| EXERCISE |
Only the number is wanted: how many lines below include "bcbcbc"?

Records from a data source
• • • • •

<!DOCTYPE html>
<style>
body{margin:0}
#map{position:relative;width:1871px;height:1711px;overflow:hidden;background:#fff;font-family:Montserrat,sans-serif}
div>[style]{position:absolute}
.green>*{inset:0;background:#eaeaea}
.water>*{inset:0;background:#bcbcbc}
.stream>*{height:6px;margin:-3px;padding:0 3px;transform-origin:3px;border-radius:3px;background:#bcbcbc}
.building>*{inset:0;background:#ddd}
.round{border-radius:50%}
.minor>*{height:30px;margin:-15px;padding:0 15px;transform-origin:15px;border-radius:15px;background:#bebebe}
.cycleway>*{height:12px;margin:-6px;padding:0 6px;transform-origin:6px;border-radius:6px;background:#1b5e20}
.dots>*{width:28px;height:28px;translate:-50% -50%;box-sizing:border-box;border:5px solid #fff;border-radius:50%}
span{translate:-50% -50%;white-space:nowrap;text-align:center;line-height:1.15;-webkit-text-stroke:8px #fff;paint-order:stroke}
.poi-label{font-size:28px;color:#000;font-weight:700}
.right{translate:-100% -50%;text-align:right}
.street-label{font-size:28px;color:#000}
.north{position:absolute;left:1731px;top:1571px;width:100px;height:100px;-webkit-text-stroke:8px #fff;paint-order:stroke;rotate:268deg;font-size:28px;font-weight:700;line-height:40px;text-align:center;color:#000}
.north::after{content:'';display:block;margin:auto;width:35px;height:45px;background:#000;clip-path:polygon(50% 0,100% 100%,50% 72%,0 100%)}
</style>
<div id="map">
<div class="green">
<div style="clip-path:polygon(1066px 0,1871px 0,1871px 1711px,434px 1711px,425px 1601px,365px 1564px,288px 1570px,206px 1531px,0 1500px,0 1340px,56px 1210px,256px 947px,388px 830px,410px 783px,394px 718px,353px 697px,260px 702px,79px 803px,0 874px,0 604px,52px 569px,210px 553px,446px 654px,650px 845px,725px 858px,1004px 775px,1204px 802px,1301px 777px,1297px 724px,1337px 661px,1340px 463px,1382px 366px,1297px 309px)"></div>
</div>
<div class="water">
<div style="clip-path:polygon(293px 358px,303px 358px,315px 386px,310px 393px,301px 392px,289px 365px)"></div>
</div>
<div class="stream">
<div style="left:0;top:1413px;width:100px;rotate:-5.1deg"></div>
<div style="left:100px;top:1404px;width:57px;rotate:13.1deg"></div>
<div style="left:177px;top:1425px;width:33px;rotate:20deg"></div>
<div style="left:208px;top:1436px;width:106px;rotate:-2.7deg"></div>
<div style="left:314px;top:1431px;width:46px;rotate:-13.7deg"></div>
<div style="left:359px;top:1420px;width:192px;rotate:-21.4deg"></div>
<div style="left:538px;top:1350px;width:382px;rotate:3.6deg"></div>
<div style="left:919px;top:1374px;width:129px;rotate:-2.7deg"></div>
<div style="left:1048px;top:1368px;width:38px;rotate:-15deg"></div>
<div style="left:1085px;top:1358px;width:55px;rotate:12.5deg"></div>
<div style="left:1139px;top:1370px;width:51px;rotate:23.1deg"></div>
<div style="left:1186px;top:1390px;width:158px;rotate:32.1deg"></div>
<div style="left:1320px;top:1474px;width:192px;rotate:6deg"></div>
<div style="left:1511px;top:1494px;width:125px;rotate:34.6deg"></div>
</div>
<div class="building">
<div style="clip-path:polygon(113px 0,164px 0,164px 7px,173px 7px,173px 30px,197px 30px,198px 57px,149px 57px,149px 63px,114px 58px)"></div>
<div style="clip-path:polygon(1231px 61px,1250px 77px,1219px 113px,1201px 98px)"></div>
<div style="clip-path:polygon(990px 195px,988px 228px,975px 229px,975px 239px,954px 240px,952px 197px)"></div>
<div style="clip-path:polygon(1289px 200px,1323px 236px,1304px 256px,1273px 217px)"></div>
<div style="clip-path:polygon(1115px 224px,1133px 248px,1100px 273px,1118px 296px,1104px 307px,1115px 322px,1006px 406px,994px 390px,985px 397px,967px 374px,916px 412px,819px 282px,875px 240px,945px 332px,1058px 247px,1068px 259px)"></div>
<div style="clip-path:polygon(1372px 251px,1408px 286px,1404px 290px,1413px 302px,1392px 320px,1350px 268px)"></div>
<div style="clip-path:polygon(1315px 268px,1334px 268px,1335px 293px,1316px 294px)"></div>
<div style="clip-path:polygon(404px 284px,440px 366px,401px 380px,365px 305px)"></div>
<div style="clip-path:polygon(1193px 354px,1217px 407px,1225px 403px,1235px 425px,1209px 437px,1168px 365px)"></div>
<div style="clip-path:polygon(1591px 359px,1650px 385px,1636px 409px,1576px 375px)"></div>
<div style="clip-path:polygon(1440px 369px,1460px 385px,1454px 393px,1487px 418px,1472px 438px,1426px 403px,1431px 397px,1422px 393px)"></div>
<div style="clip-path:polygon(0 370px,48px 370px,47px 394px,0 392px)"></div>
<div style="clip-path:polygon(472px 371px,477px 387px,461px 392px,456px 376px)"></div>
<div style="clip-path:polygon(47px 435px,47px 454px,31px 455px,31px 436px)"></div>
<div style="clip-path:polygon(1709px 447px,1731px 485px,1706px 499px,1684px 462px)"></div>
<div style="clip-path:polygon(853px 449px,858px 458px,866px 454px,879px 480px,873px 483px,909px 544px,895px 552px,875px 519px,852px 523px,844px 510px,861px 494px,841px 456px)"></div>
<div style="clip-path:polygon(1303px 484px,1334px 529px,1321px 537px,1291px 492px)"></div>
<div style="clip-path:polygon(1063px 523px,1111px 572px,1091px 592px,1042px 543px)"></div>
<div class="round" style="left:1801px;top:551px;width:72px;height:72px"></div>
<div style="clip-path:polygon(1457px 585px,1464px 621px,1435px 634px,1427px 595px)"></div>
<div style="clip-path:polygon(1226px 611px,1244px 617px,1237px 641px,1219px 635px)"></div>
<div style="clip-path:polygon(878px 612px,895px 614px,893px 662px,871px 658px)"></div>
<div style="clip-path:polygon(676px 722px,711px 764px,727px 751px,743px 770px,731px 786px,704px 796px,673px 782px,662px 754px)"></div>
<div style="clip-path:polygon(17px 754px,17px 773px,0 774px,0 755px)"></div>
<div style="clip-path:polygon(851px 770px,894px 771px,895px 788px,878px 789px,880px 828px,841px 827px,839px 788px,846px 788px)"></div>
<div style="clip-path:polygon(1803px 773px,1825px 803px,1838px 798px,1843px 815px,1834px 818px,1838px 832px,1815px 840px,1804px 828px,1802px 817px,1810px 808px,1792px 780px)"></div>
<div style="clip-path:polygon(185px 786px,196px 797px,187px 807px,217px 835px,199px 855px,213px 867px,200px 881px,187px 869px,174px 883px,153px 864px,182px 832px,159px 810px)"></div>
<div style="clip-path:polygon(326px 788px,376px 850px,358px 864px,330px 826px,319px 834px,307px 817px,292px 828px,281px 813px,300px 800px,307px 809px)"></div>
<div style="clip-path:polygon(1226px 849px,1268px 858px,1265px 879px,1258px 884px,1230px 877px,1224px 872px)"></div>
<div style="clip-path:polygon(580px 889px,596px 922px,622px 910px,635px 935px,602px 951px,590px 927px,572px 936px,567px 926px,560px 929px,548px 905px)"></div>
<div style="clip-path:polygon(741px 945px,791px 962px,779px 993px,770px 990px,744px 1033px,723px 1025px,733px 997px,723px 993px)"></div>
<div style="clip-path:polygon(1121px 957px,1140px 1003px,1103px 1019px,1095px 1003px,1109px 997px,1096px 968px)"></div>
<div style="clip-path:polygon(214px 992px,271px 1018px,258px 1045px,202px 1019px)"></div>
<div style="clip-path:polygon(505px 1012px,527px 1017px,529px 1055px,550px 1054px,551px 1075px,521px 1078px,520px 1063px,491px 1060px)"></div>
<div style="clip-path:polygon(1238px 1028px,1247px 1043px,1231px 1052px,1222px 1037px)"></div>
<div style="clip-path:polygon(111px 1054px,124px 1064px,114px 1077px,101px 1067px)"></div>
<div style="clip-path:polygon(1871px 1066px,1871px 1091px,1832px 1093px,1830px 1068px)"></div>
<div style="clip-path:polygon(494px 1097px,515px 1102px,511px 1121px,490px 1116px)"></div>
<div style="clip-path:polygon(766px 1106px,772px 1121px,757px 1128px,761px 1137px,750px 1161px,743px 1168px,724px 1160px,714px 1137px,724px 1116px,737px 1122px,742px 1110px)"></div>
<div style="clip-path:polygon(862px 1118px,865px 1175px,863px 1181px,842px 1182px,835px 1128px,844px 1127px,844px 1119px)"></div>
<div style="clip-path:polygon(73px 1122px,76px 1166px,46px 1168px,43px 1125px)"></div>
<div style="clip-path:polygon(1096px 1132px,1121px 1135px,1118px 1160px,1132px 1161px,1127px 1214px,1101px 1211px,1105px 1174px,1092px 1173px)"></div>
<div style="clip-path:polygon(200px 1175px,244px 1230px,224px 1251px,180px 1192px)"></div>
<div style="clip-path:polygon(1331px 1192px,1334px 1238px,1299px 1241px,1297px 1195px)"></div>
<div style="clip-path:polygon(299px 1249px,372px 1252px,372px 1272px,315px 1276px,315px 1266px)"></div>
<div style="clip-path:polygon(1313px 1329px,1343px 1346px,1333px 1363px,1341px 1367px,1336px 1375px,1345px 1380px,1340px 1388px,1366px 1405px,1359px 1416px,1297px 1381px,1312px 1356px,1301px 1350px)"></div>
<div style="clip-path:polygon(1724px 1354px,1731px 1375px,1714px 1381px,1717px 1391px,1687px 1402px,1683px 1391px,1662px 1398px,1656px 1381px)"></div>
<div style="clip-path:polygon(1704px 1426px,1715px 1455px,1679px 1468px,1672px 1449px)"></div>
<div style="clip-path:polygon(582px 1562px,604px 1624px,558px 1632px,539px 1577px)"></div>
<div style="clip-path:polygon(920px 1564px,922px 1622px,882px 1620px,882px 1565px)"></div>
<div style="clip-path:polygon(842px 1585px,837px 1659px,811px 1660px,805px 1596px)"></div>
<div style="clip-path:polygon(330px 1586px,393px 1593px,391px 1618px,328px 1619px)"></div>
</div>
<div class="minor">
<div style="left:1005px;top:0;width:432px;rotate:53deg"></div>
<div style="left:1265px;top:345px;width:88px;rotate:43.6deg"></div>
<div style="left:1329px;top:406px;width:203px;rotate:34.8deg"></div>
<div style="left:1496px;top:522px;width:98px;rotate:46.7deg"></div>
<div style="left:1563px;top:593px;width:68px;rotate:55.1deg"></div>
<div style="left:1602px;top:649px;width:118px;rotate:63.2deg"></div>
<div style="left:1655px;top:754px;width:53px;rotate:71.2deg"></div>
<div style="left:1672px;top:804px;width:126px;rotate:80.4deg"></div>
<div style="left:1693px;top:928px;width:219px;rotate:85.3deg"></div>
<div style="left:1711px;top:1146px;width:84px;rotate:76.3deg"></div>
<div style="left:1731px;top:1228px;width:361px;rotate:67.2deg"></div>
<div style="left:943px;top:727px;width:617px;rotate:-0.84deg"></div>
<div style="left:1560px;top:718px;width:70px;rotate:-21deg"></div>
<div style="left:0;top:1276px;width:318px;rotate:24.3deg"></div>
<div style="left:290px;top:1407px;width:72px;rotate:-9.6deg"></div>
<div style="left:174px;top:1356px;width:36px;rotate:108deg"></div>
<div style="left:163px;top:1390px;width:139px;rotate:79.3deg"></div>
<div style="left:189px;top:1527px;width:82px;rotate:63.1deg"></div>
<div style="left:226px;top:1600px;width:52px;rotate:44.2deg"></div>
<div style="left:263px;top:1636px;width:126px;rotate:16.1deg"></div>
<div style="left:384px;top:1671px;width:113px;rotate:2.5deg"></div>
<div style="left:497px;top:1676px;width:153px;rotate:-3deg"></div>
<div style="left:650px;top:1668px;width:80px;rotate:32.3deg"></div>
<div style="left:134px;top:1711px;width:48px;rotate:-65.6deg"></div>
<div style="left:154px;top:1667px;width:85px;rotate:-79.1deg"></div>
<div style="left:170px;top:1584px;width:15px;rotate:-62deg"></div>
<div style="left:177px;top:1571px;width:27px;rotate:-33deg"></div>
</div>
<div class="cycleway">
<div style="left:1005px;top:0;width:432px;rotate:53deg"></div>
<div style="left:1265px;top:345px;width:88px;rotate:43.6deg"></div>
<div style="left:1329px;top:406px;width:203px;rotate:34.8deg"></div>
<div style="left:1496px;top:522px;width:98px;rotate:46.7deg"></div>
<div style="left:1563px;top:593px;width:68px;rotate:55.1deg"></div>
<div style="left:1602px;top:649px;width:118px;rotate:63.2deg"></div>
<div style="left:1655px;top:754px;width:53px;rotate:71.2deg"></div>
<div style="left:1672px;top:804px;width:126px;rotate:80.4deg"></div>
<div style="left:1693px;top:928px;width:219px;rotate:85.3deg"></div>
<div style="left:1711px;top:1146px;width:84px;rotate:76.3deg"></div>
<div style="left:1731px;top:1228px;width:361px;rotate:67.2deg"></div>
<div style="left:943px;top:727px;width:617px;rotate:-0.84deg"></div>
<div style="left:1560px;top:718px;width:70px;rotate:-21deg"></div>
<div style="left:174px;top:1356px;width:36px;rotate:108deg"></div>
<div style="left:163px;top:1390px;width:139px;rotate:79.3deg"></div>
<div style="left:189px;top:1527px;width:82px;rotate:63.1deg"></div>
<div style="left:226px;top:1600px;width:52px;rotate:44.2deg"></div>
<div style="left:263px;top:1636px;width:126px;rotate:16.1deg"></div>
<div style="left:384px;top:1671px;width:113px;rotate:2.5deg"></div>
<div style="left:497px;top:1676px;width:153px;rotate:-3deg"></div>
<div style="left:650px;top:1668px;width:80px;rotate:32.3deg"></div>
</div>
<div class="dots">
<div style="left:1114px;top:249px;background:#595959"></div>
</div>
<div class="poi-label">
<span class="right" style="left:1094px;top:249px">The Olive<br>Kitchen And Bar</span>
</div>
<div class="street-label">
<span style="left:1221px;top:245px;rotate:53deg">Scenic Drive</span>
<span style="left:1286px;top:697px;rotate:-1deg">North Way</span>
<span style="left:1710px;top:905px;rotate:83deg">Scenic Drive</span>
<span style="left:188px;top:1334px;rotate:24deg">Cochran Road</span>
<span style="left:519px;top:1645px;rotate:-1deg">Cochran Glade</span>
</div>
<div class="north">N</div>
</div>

• • • • •

| WRITTEN ANSWER |
2